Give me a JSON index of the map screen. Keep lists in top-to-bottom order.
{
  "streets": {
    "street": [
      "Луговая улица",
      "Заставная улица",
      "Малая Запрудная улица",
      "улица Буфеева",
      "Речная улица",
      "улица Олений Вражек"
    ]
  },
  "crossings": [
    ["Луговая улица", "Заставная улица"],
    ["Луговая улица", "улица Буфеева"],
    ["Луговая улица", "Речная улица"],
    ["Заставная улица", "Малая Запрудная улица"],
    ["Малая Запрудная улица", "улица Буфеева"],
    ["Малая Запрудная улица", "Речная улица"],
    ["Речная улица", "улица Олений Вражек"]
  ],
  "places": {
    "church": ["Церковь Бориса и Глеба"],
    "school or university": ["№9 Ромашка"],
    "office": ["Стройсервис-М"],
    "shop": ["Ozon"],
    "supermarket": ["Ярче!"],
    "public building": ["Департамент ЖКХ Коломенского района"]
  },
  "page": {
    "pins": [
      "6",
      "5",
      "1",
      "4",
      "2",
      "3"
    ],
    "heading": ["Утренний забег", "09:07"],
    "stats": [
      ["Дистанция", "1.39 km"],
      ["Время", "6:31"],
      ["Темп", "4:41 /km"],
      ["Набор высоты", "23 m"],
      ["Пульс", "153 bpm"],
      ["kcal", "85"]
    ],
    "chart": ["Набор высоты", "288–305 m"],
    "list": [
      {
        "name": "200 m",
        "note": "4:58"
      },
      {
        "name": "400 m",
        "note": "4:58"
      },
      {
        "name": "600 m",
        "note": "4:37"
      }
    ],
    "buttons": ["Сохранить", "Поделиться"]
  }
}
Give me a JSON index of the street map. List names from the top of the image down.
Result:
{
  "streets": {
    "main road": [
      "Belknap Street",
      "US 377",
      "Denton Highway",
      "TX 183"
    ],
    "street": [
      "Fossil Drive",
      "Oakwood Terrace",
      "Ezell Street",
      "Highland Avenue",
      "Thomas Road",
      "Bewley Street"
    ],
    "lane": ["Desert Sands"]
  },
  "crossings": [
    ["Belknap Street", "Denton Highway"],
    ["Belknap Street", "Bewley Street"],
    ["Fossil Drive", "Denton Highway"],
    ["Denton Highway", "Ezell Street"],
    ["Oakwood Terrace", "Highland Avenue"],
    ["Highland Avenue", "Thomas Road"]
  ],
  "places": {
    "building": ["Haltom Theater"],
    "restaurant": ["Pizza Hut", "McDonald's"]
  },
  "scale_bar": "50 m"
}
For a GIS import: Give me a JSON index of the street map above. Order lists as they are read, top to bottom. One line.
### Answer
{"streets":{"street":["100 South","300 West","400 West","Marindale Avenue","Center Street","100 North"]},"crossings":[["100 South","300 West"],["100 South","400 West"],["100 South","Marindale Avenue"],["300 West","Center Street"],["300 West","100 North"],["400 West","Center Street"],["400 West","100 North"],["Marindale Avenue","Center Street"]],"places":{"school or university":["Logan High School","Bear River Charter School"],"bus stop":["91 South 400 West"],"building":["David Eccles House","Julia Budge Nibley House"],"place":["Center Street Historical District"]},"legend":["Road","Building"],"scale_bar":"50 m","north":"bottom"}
━━━━━━━━━━━━━━━━━━━━━━━━━━━━━━
Prompt
Print the entries once more, identical in every line.

Written answer
Give me a JSON index of the map screen. Keep lists in top-to-bottom order.
{
  "streets": {
    "street": [
      "Луговая улица",
      "Заставная улица",
      "Малая Запрудная улица",
      "улица Буфеева",
      "Речная улица",
      "улица Олений Вражек"
    ]
  },
  "crossings": [
    ["Луговая улица", "Заставная улица"],
    ["Луговая улица", "улица Буфеева"],
    ["Луговая улица", "Речная улица"],
    ["Заставная улица", "Малая Запрудная улица"],
    ["Малая Запрудная улица", "улица Буфеева"],
    ["Малая Запрудная улица", "Речная улица"],
    ["Речная улица", "улица Олений Вражек"]
  ],
  "places": {
    "church": ["Церковь Бориса и Глеба"],
    "school or university": ["№9 Ромашка"],
    "office": ["Стройсервис-М"],
    "shop": ["Ozon"],
    "supermarket": ["Ярче!"],
    "public building": ["Департамент ЖКХ Коломенского района"]
  },
  "page": {
    "pins": [
      "6",
      "5",
      "1",
      "4",
      "2",
      "3"
    ],
    "heading": ["Утренний забег", "09:07"],
    "stats": [
      ["Дистанция", "1.39 km"],
      ["Время", "6:31"],
      ["Темп", "4:41 /km"],
      ["Набор высоты", "23 m"],
      ["Пульс", "153 bpm"],
      ["kcal", "85"]
    ],
    "chart": ["Набор высоты", "288–305 m"],
    "list": [
      {
        "name": "200 m",
        "note": "4:58"
      },
      {
        "name": "400 m",
        "note": "4:58"
      },
      {
        "name": "600 m",
        "note": "4:37"
      }
    ],
    "buttons": ["Сохранить", "Поделиться"]
  }
}
Give me a JSON index of the street map. List names from the top of the image down.
Result:
{
  "streets": {
    "main road": [
      "Belknap Street",
      "US 377",
      "Denton Highway",
      "TX 183"
    ],
    "street": [
      "Fossil Drive",
      "Oakwood Terrace",
      "Ezell Street",
      "Highland Avenue",
      "Thomas Road",
      "Bewley Street"
    ],
    "lane": ["Desert Sands"]
  },
  "crossings": [
    ["Belknap Street", "Denton Highway"],
    ["Belknap Street", "Bewley Street"],
    ["Fossil Drive", "Denton Highway"],
    ["Denton Highway", "Ezell Street"],
    ["Oakwood Terrace", "Highland Avenue"],
    ["Highland Avenue", "Thomas Road"]
  ],
  "places": {
    "building": ["Haltom Theater"],
    "restaurant": ["Pizza Hut", "McDonald's"]
  },
  "scale_bar": "50 m"
}
For a GIS import: Give me a JSON index of the street map above. Order lists as they are read, top to bottom. One line.
### Answer
{"streets":{"street":["100 South","300 West","400 West","Marindale Avenue","Center Street","100 North"]},"crossings":[["100 South","300 West"],["100 South","400 West"],["100 South","Marindale Avenue"],["300 West","Center Street"],["300 West","100 North"],["400 West","Center Street"],["400 West","100 North"],["Marindale Avenue","Center Street"]],"places":{"school or university":["Logan High School","Bear River Charter School"],"bus stop":["91 South 400 West"],"building":["David Eccles House","Julia Budge Nibley House"],"place":["Center Street Historical District"]},"legend":["Road","Building"],"scale_bar":"50 m","north":"bottom"}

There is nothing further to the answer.